Hey Person X!
First of all thanks for putting your views out there for people like me to engage with. I suppose it's difficult for two people who don't know each other to engage in debate and discussion, particularly via emails but we'll give it a shot and hopefully we can both come to an understanding of each others point of view. I also apologise if I offend you in anyway. I have no idea of your history, your wounds, your life story which no doubt informs the way all of us think about everything even in our best attempts to be completely rationale.
Let me state a few things up front. I'm a Christian and so I have a worldview that is completely different to yours (this is a major assumption and I'm sorry if I have misread your or inferred in error here) and so my approach to life, morality, law etc. will be different. Let me also say that I find much of the Christian rhetoric around the whole 'same-sex marriage' debate to be lacking a little. The problem I think in the debate between Christians and others in this area of same sex marriage is that we are actually having a world-view discussion which is far bigger than should we let gay people get married. I think Christians need to admit this more. What I think Christians do, understandably, is attempt to argue their case on the terms of say the secular atheist and lose. So we end up saying things like marriage is all about children and studies apparently show children need a mum and a dad etc. However, far more compelling to my mind is painting the story that shapes all humanity. We are God's created and special people whom God has redeemed through Jesus to live life in a new way. In his way. This is the best way to live, because it's the way we were created to live. We are nervous about gay marriage because we see that our government is legalising a way of living contrary to how we should live. The conversation we then need to have is not about same sex marriage or when the right time to have sex with your partner is or if you should have an abortion, rather it is a larger question of how you look at the world. How you make sense of all the good and the bad things that happen. How you make sense of your life and its purpose etc.

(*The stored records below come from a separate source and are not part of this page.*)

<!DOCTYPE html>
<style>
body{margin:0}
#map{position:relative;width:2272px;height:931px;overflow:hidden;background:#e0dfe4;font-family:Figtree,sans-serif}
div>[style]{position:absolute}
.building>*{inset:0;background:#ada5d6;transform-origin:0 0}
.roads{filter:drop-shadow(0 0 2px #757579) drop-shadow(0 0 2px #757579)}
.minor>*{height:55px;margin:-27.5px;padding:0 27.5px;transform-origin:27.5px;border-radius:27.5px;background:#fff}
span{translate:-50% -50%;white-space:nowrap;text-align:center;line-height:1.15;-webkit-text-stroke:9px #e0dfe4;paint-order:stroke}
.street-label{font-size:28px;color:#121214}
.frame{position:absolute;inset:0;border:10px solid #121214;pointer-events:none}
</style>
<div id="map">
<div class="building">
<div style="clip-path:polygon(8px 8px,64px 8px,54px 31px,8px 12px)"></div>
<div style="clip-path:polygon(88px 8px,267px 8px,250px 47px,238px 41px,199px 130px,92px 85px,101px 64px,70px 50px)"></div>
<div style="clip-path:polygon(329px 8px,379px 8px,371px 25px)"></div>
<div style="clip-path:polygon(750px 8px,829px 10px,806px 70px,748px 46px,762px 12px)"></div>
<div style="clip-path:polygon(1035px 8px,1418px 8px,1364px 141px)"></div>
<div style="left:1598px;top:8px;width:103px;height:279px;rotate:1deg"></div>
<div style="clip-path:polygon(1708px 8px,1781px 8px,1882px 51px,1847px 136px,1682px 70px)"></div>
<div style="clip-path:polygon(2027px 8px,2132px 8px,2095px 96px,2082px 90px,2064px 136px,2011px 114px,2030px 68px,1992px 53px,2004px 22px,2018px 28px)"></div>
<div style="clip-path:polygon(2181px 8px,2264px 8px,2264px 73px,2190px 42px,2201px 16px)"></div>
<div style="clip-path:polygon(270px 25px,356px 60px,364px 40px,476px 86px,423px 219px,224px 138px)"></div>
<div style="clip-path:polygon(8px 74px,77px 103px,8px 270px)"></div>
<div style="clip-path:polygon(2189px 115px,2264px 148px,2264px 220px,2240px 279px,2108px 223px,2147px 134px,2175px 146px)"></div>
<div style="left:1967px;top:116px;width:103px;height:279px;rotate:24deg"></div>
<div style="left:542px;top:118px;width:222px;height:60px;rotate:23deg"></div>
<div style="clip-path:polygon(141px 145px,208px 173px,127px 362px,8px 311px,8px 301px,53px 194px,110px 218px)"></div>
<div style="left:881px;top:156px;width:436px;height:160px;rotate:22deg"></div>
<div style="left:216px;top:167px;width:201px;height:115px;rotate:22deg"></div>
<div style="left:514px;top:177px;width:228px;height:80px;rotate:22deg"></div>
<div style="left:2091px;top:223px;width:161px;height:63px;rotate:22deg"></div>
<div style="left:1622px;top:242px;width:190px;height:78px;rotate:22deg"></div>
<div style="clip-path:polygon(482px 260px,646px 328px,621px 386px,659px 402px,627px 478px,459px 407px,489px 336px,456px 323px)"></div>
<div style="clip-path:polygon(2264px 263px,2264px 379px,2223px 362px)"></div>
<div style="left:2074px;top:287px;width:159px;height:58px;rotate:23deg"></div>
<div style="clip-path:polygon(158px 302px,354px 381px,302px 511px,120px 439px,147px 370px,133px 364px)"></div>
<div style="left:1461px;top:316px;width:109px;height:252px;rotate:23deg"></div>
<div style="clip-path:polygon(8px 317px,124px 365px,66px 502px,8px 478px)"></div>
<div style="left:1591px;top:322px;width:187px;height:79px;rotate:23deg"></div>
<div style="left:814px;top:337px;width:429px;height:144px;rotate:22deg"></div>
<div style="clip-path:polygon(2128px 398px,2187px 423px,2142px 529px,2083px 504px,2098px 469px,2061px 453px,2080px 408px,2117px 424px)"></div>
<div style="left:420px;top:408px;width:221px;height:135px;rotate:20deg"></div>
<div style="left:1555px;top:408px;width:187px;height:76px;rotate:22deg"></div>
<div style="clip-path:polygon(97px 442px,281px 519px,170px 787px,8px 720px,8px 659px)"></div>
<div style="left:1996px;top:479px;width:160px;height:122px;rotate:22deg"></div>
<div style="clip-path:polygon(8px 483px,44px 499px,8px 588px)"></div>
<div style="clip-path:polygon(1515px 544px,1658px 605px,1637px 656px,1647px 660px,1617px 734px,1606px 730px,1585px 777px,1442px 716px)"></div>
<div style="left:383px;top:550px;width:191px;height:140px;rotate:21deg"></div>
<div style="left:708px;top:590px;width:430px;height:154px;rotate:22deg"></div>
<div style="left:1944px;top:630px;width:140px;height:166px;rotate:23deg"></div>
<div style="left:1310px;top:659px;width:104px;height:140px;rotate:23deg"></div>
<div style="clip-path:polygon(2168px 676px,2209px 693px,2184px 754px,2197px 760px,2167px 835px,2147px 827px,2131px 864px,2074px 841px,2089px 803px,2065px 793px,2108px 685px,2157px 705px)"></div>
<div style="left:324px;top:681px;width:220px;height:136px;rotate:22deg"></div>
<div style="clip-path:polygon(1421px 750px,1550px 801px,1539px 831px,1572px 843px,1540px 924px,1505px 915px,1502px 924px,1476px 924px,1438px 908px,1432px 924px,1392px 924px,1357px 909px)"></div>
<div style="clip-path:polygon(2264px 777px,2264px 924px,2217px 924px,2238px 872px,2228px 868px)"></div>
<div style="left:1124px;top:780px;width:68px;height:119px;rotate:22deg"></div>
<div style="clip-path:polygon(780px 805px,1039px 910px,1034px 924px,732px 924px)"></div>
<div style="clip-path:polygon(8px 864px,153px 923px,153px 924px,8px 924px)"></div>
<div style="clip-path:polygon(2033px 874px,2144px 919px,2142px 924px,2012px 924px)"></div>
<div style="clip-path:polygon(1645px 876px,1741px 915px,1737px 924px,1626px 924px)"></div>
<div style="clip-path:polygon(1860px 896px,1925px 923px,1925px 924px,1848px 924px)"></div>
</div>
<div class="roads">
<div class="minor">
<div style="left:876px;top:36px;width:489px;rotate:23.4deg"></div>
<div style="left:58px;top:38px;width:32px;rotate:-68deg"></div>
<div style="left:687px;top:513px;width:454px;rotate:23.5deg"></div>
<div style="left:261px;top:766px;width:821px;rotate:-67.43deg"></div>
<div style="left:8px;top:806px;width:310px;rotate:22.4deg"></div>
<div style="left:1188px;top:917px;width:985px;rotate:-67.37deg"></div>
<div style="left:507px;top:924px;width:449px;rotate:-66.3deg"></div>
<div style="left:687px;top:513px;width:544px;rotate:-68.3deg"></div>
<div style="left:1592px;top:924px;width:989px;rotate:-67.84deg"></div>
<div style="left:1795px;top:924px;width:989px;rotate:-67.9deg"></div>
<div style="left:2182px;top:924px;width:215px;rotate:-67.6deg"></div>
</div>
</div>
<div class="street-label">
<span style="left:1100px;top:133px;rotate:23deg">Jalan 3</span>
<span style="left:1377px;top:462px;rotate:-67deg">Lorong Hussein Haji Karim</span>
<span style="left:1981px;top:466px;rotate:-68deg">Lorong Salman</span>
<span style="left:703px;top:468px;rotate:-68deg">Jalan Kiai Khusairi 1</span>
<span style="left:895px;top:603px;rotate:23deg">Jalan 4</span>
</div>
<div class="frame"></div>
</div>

Let me also say that I probably agree with you on one level. If I adopted a secular, atheistic world view, I would agree there seems to be no rational argument against same sex marriage. Though in my mind, following that logic through I think there should be nothing wrong with other forms of marriage either (eg. polygamy). If it's an arrangement that consenting adults enter into (whether they be male, female, or multiple or whatever) then it should be legal.
However as I alluded to on Facebook I do take serious concern that those who disagree with you are homophobes. I think that is simply an oversimplification. I have worked with two homosexual men in the past. We got along well, I love and respected them as people and think no less of them for their choices, even though I disagree with them. But as a Christian I disagree with people's choices all the time. I know people who've being greedy, who've lied, who've had sex before marriage. Heck I've even done some of those things. I don't hate myself, I don't hate those people. The world is full of people (including every single Christian who has ever lived and who will ever live) who make wrong choices according to the Christian world-view. But the Christian world-view is one that in a large part is built around dealing with all the wrong/bad/evil choices people have made. As Christians we should be like God, who though he disagrees with many of our choices, choses to loves us and help us make new choices.
So do I think homosexuality is wrong? Yes I do. But I also think that people are more than their sexuality. I also think that much of my own hetrosexuality is wrong and broken and in need of God's help in fixing. My worldview tells me that every single person regardless of race, colour, religion or sexuality is a beautiful person, made in the image of God. But my world view also tells me that every person is a broken person in need of the redemption of God. It is far more complex than hatred of homosexuals. Something which I would happily stand next to you and condem as would the God I believe in.
I look forward to continuing the discussion.